Assess the quality of molecular interaction:

As described above, the PPIs are detected by a high- throughput technology like Y2H or TAP/MS, Small- Scale single protein studies, or computational predictions. Their outcomes contain a great number of false-negative and false-positive relationships. Therefore, assigning confidence score to individual interaction is a requirement for quality assessment of the interactions.

Confident experimental and physical interactions:

MINT is a PPI database that provides a score that represents the reliability of each interaction based on a heuristic integration of the available evidence into combined experimental evidence [24]. To derive a high-confidence network of literature-curated interactions, protein complexes from iRefWeb were converted into pairwise interactions using matrix expansion and MINT-inspired score was used to determine high-confidence pairs. The represented MINTinspired score was assigned based on MINT (MI) score, and for detecting the high confidence of PPIs, the following procedure has been applied; 1) Take all relevant protein-interaction pairs from iRefWeb, whether from binary interactions or from the matrixexpansion of complexes; 2) Exclude interactions that are supported by less than 3 publications or are not conserved in any species; 3) Retain pairs with an MI-score of at least 0.431 [82].

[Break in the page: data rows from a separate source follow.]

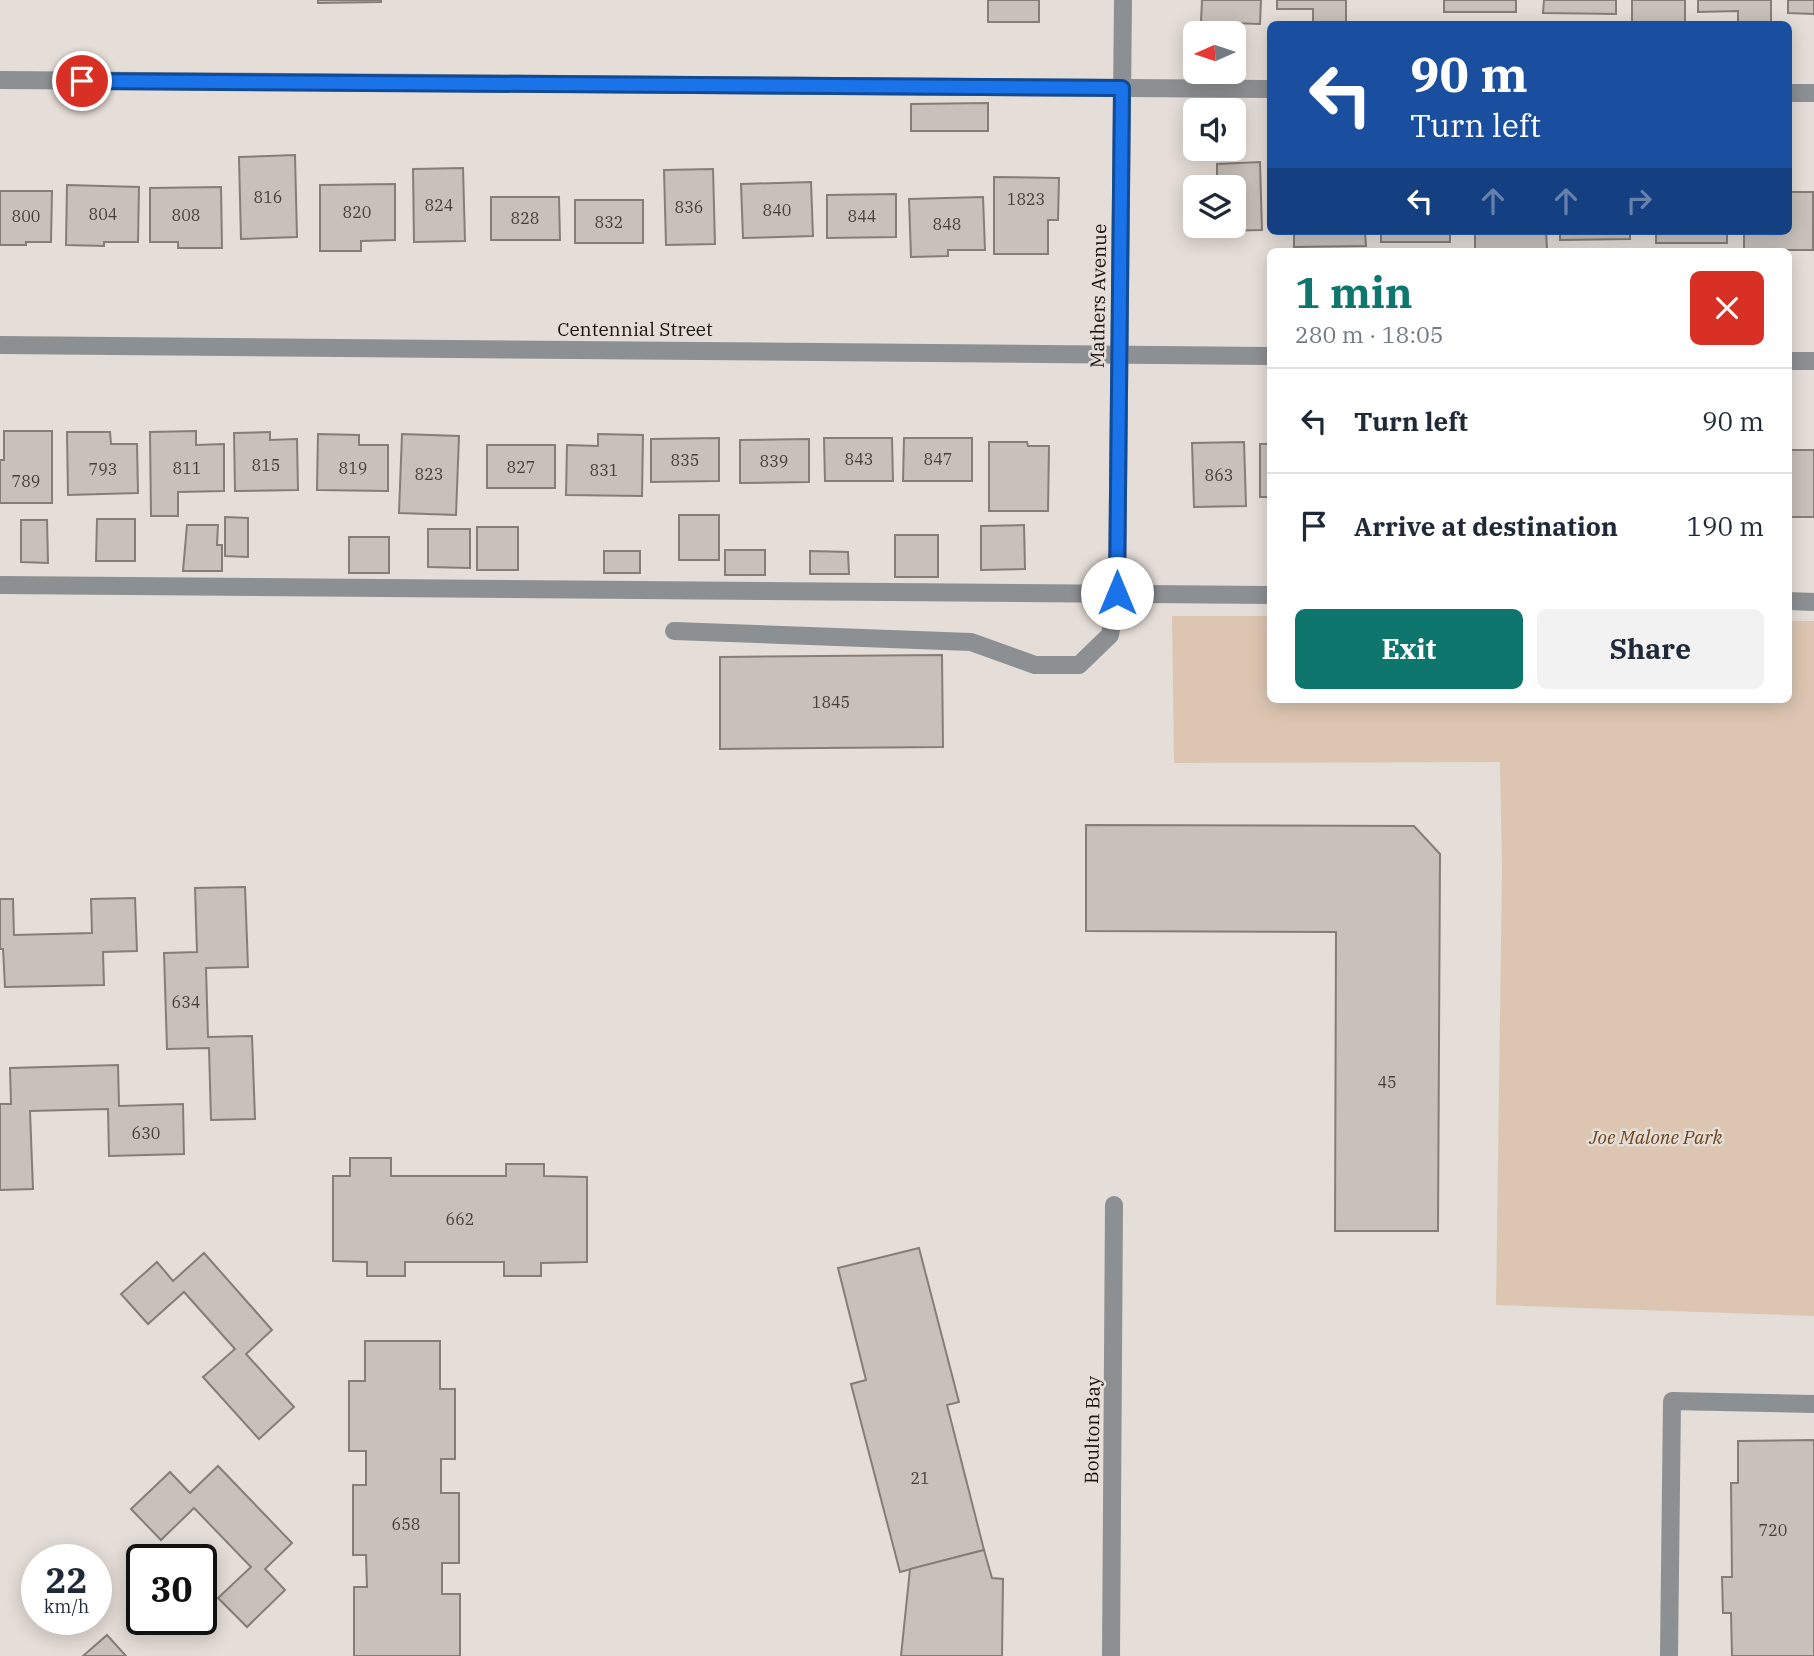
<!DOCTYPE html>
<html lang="en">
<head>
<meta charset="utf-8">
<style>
  :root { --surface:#fff; --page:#f2f2f3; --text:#1f2937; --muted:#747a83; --line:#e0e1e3; --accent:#0f766e }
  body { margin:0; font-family:"IBM Plex Serif",serif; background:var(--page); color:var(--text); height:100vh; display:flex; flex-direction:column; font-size:26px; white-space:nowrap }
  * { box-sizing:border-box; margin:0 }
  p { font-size:23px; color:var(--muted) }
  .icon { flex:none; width:38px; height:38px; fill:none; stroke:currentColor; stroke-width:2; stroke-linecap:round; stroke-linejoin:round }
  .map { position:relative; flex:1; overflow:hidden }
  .side { position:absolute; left:1267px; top:248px; width:525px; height:455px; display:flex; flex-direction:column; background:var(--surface); border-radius:10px; box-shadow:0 4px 18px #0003 }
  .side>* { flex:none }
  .top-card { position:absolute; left:1267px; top:21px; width:525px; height:214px; border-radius:10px; box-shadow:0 4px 18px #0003; background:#1a4fa0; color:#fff; overflow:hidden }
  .needle { width:46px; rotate:267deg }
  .fabs { position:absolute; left:1183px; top:21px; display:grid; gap:14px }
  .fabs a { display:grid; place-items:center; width:63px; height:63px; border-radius:10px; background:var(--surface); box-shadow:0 4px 18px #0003; font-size:35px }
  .speed { position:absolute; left:21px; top:1544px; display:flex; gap:14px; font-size:35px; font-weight:700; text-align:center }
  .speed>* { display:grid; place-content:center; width:91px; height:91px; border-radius:50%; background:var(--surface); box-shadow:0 4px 18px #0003; line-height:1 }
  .speed small { font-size:18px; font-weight:400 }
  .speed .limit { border:4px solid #111; border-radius:10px; background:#fff; color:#111 }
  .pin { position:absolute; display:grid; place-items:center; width:60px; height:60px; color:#fff; margin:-30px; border:4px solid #fff; border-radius:50%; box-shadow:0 2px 7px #0007 }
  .me { position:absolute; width:77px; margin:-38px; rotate:0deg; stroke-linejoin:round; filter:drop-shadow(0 0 5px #0008) }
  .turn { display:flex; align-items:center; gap:24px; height:147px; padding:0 28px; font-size:32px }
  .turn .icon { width:91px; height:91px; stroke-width:2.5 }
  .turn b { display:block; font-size:49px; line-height:60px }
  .lanes { display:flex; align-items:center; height:66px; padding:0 28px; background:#0003; justify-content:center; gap:35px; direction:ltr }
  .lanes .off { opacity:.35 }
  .round { display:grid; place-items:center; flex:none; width:74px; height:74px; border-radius:10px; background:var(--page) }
  .summary { display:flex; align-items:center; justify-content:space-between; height:119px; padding:0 28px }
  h1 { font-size:42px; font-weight:700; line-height:52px; color:var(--accent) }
  .button { display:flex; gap:14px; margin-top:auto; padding:14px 28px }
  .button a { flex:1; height:80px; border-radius:10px; background:var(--accent); color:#fff; font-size:28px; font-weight:700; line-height:80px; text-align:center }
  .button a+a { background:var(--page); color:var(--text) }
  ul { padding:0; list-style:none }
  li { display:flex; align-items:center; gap:21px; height:105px; padding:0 28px; border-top:2px solid var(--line) }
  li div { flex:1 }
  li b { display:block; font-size:26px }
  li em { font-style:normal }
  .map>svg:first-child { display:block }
</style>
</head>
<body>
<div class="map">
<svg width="1814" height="1656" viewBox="0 0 1814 1656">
  <rect width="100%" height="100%" fill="#e5ddd7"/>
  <polygon fill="#dcc6b2" points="1172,616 1270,616 1270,700 1788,700 1789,621 1814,621 1814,1316 1496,1305 1502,869 1500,762 1174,763"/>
  <g fill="#c8c0ba" stroke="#857e78" stroke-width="2">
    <polygon points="318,0 381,0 381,2 318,3"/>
    <rect x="988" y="0" width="51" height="22"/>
    <polygon points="1202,0 1261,0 1260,24 1201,22"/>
    <polygon points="1277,0 1346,0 1346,24 1313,24 1313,9 1277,9"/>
    <rect x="1444" y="0" width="72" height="12"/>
    <polygon points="1544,0 1616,0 1616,14 1543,13"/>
    <rect x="1632" y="0" width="53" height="24"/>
    <polygon points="1698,0 1771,0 1771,23 1738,23 1738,11 1698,12"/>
    <polygon points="1788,0 1814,0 1814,14 1788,13"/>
    <polygon points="988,103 988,131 911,131 911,104"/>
    <polygon points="295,155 297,237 241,239 239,157"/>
    <polygon points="1260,162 1262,230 1218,231 1218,226 1234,226 1234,187 1217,187 1217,164"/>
    <polygon points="463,168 465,241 414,242 413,169"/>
    <polygon points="713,169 715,244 666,245 664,170"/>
    <polygon points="994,177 1059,178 1058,220 1048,220 1048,254 994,254"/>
    <polygon points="811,182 813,236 743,238 741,184"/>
    <polygon points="395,184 395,240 361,241 361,251 320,251 320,185"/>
    <polygon points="67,185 139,187 138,242 104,242 104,246 66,245"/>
    <polygon points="221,187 222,248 178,248 178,242 150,242 150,188"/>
    <polygon points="0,191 52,191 51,242 26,242 26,245 0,245"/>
    <polygon points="1788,192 1813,192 1813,250 1744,250 1744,231 1788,231"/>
    <polygon points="896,194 896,237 827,238 827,195"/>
    <polygon points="491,197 559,197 560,240 491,240"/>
    <polygon points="983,197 985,250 948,250 948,256 911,257 909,199"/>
    <rect x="575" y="200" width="68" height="43"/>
    <polygon points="1294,231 1365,231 1366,246 1294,247"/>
    <rect x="1381" y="231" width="69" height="11"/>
    <polygon points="1475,231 1546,231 1547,249 1475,249"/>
    <polygon points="1560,231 1630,231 1630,239 1560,240"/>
    <rect x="1656" y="231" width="71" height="12"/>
    <polygon points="4,431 52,431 52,503 0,503 0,460 4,460"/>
    <polygon points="196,431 196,445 224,444 224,491 178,492 178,516 151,516 150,432"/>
    <polygon points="67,432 110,432 111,444 137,444 138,493 68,495"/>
    <polygon points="270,432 270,440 297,439 298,490 235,491 234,433"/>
    <polygon points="318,434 359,435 359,445 388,445 388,491 317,490"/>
    <polygon points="402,434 459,436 456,515 399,513"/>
    <polygon points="598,434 643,435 642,496 566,495 567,445 598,446"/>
    <polygon points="719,438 719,481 651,482 651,439"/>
    <polygon points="824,438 892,438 893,481 825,481"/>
    <polygon points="904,438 972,438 972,481 903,481"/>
    <polygon points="809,439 809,482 740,483 740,440"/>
    <polygon points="989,442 1027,442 1028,446 1049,446 1048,511 989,511"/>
    <polygon points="1244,442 1246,506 1194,507 1192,443"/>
    <rect x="1260" y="444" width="10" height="53"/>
    <rect x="487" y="445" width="68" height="43"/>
    <rect x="1788" y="450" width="26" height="67"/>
    <rect x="679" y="515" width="40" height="45"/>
    <polygon points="225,517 248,518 248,557 225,556"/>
    <polygon points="97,519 135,519 135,561 96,561"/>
    <polygon points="21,520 47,520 48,563 21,562"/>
    <polygon points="187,525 218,525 217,545 222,545 222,571 183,571"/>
    <polygon points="1024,525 1025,569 981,570 981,526"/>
    <rect x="477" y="527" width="41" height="43"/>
    <polygon points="428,529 470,529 470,568 428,567"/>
    <rect x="895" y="535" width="43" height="42"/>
    <rect x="349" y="537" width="40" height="36"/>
    <rect x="725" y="550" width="40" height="25"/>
    <rect x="604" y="551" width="36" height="22"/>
    <polygon points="810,551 848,552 849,574 810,574"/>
    <polygon points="942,655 943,747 720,749 720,657"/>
    <polygon points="1086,825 1414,826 1440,854 1438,1231 1335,1231 1336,932 1086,931"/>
    <polygon points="245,887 248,967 206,968 208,1037 252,1036 255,1119 211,1120 209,1048 167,1049 164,953 197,952 195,888"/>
    <polygon points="135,898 137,951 103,952 104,985 5,987 3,949 0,949 0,899 13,899 14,935 92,933 91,899"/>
    <polygon points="118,1065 119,1106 183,1104 184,1154 109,1156 108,1109 30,1111 33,1189 0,1190 0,1104 11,1104 10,1068"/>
    <polygon points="350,1158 391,1158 391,1176 506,1176 506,1164 544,1164 544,1176 587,1177 587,1262 541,1263 541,1276 504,1276 504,1262 405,1262 405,1276 367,1276 367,1262 333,1261 333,1176 350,1176"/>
    <polygon points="919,1248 959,1402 947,1405 984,1550 900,1572 851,1384 866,1380 838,1268"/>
    <polygon points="204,1253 272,1330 246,1354 294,1407 259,1439 203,1377 235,1349 184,1292 148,1324 121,1294 157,1262 173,1281"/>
    <polygon points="365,1341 440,1341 440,1389 455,1389 455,1459 441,1459 441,1493 459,1493 459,1563 442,1563 442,1594 460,1594 460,1656 354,1656 354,1587 367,1587 366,1555 353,1555 353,1485 366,1485 366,1451 349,1451 349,1381 365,1381"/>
    <polygon points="1814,1440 1814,1656 1732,1656 1731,1613 1723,1613 1722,1577 1732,1577 1731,1483 1738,1483 1738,1441"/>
    <polygon points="218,1466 292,1543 265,1569 285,1590 247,1627 218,1598 251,1567 194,1508 161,1540 131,1509 170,1472 190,1493"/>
    <polygon points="984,1550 992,1578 1003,1579 1002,1656 901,1656 910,1569"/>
    <polygon points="107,1635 126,1656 83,1656"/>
  </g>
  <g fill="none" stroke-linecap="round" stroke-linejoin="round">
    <g stroke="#8c9092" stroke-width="18">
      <polyline points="0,80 1270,89"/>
      <polyline points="1788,93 1814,93"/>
      <polyline points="0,585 1270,595"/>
      <polyline points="1788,601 1814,602"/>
      <polyline points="674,631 971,642 1035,665 1079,665 1110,635 1117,593"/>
      <polyline points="1669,1656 1672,1401 1814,1404"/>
    </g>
    <g stroke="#8c9092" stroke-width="18">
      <polyline points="0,345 1270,356"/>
      <polyline points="1788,361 1814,361"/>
      <polyline points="1117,593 1123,0"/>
      <polyline points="1111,1656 1114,1205"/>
    </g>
  </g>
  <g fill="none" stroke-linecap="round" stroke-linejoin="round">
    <defs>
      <polyline id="route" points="82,81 1122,88 1117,593"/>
    </defs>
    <use href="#route" stroke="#114b97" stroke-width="18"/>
    <use href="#route" stroke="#1a73e8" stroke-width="12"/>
  </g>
  <g text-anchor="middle" stroke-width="5" stroke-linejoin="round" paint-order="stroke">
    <g font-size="16" fill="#433f3c">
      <text x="268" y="203">816</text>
      <text x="1026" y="205">1823</text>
      <text x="439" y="211">824</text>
      <text x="689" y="213">836</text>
      <text x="777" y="216">840</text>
      <text x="357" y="218">820</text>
      <text x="103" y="220">804</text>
      <text x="186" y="221">808</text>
      <text x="26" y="222">800</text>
      <text x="862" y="222">844</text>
      <text x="525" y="224">828</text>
      <text x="609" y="228">832</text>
      <text x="947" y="230">848</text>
      <text x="859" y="465">843</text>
      <text x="938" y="465">847</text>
      <text x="685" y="466">835</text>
      <text x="774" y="467">839</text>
      <text x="266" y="471">815</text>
      <text x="521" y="473">827</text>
      <text x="187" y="474">811</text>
      <text x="353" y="474">819</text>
      <text x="103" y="475">793</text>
      <text x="604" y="476">831</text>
      <text x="429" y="480">823</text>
      <text x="1219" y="481">863</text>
      <text x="26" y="487">789</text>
      <text x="831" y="708">1845</text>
      <text x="186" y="1008">634</text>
      <text x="1387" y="1088">45</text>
      <text x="146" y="1139">630</text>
      <text x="460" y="1225">662</text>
      <text x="920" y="1484">21</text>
      <text x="406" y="1530">658</text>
      <text x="1773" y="1536">720</text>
    </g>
    <g font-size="19" fill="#171412" stroke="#e5ddd7">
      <text transform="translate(1098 296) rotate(-89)" y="7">Mathers Avenue</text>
      <text x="635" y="336">Centennial Street</text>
      <text transform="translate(1092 1430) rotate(-89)" y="7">Boulton Bay</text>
    </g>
    <g font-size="19" font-style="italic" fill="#6f4519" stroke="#e5ddd7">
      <text x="1656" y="1144">Joe Malone Park</text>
    </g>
  </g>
</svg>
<div class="fabs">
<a><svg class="needle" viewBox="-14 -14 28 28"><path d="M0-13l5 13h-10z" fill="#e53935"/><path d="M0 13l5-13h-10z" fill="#747a83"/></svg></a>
<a><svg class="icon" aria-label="sound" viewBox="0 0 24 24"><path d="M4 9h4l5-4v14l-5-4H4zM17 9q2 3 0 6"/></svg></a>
<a><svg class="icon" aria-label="layers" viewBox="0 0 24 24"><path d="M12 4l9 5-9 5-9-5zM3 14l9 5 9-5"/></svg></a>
</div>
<div class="speed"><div>22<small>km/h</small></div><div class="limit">30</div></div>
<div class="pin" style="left:82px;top:81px;background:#d93025"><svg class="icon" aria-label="arrive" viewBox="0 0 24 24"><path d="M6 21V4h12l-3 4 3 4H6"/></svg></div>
<svg class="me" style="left:1117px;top:593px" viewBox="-20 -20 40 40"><circle r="19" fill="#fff"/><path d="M0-13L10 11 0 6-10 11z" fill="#1a73e8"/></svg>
<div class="top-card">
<div class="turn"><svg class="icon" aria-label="left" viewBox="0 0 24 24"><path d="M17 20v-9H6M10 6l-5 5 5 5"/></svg><div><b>90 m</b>Turn left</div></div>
<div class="lanes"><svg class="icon" aria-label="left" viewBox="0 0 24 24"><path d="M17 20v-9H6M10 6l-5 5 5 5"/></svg><svg class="icon off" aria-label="ahead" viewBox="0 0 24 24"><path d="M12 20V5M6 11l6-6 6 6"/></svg><svg class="icon off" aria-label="ahead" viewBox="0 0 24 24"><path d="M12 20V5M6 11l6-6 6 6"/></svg><svg class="icon off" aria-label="right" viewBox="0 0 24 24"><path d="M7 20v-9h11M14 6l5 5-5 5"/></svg></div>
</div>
<section class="side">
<div class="summary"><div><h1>1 min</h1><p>280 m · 18:05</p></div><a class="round" style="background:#d93025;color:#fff"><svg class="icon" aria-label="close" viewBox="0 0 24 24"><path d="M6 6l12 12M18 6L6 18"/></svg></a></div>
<ul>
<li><svg class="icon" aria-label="left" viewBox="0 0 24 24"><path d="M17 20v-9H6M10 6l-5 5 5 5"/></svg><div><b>Turn left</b></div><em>90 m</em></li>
<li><svg class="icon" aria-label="arrive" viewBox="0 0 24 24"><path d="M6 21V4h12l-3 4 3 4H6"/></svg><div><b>Arrive at destination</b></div><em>190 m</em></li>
</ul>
<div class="button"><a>Exit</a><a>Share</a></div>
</section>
</div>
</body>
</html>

Confident predicted and functional protein interactions:

PPIs were built using six separate prediction parameters: Neighborhoods, Co-occurrence (phylogenetic profiles), Fusion, Coexpression, Experimental Interactions, and Text-mining. Each of these parameters has its own score (raw) of measurements such as intergenic distances, Euclidean distances, fusion z-score, Pearson correlation coefficient, various experimental score (e.g. qualitative binary score), and log-odds score. Each raw score was benchmarked using the KEGG database. PPIs that occurred on the same metabolic KEGG map were considered to be true positive and those that occurred on a different map were not. Due to the sigmoidal correlation between raw score and fraction of PPIs on the same KEGG map, STRING fits those correlations to the hillequation to derive the confidence score. STRING derived scores correspond to the probability of finding the PPI within the same KEGG pathway or map [54]. Different scores on the same bench mark provide a platform of comparisons among the scores and equivalent scores can be calculated. This equivalency mapping helps to combine the scores into a single score, which express higher confidence and gives higher coverage (number of predicted PPI) at a specific accuracy. STRING uses a score combiner based on the product of probabilities using the following formula:

S = 1-∏Ni(1 - Si)

with Si the probability score for database i, S the combined score and N the total number of databases to be combined. The combined scores were further rescaled into the confidence range from 0.0 to 0.1 combining all the scores. Those indicate: <0.400 (low confidence), 0.400-0.700 (medium confidence) and >0.700 (high confidence) [83].

Conclusion:

Discovery of the protein connections is critical to understand the cellular pathway. Due to the difficulties in analyzing vivo PPI's, the protein interaction databases and computational tools are being developed to construct and analyze protein interaction networks. New protein detection and drug target discovery regarding therapeutic strategies are conceivable, surprisingly, through indepth analysis of the network pharmacology and disease networks.